[Supplied entries]

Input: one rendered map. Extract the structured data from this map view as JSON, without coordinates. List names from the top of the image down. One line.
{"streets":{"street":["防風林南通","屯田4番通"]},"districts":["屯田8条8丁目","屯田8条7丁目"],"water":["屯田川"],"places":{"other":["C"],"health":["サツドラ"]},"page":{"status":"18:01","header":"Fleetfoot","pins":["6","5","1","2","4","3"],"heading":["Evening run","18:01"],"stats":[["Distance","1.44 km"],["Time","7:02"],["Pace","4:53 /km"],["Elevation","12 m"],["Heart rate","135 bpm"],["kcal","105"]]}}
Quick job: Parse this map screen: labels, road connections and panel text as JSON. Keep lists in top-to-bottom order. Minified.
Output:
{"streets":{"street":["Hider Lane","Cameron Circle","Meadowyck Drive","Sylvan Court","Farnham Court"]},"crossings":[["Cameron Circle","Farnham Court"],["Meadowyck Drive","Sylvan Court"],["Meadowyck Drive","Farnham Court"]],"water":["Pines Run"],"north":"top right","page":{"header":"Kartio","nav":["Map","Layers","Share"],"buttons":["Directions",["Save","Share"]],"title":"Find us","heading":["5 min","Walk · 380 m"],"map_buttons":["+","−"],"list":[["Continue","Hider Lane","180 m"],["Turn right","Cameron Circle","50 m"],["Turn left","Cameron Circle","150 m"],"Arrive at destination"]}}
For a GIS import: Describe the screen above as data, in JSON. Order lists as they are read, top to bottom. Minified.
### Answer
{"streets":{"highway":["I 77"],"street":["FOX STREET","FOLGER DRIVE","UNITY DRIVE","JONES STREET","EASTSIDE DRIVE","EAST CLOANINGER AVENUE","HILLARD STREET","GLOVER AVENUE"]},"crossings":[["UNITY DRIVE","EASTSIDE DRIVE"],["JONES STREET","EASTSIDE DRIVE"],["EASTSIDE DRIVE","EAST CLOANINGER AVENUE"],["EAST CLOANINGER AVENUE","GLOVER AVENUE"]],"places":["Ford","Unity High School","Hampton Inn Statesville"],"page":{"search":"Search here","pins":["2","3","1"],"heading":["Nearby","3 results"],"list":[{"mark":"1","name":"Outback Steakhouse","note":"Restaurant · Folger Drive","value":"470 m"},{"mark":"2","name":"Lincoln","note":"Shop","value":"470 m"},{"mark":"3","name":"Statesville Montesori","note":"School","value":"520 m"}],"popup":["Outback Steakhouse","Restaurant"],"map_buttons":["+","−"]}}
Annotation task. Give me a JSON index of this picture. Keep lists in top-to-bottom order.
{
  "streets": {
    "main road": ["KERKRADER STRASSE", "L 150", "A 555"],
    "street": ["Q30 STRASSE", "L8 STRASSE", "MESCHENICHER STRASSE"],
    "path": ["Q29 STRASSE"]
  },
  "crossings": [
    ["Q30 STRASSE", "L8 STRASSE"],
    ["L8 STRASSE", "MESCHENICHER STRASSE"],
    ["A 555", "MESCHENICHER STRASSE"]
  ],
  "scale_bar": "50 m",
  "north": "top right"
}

[/Supplied entries]

From the first line of the records above to the line that contains "For a GIS import: Describe", quote each line exactly.

Input: one rendered map. Extract the structured data from this map view as JSON, without coordinates. List names from the top of the image down. One line.
{"streets":{"street":["防風林南通","屯田4番通"]},"districts":["屯田8条8丁目","屯田8条7丁目"],"water":["屯田川"],"places":{"other":["C"],"health":["サツドラ"]},"page":{"status":"18:01","header":"Fleetfoot","pins":["6","5","1","2","4","3"],"heading":["Evening run","18:01"],"stats":[["Distance","1.44 km"],["Time","7:02"],["Pace","4:53 /km"],["Elevation","12 m"],["Heart rate","135 bpm"],["kcal","105"]]}}
Quick job: Parse this map screen: labels, road connections and panel text as JSON. Keep lists in top-to-bottom order. Minified.
Output:
{"streets":{"street":["Hider Lane","Cameron Circle","Meadowyck Drive","Sylvan Court","Farnham Court"]},"crossings":[["Cameron Circle","Farnham Court"],["Meadowyck Drive","Sylvan Court"],["Meadowyck Drive","Farnham Court"]],"water":["Pines Run"],"north":"top right","page":{"header":"Kartio","nav":["Map","Layers","Share"],"buttons":["Directions",["Save","Share"]],"title":"Find us","heading":["5 min","Walk · 380 m"],"map_buttons":["+","−"],"list":[["Continue","Hider Lane","180 m"],["Turn right","Cameron Circle","50 m"],["Turn left","Cameron Circle","150 m"],"Arrive at destination"]}}
For a GIS import: Describe the screen above as data, in JSON. Order lists as they are read, top to bottom. Minified.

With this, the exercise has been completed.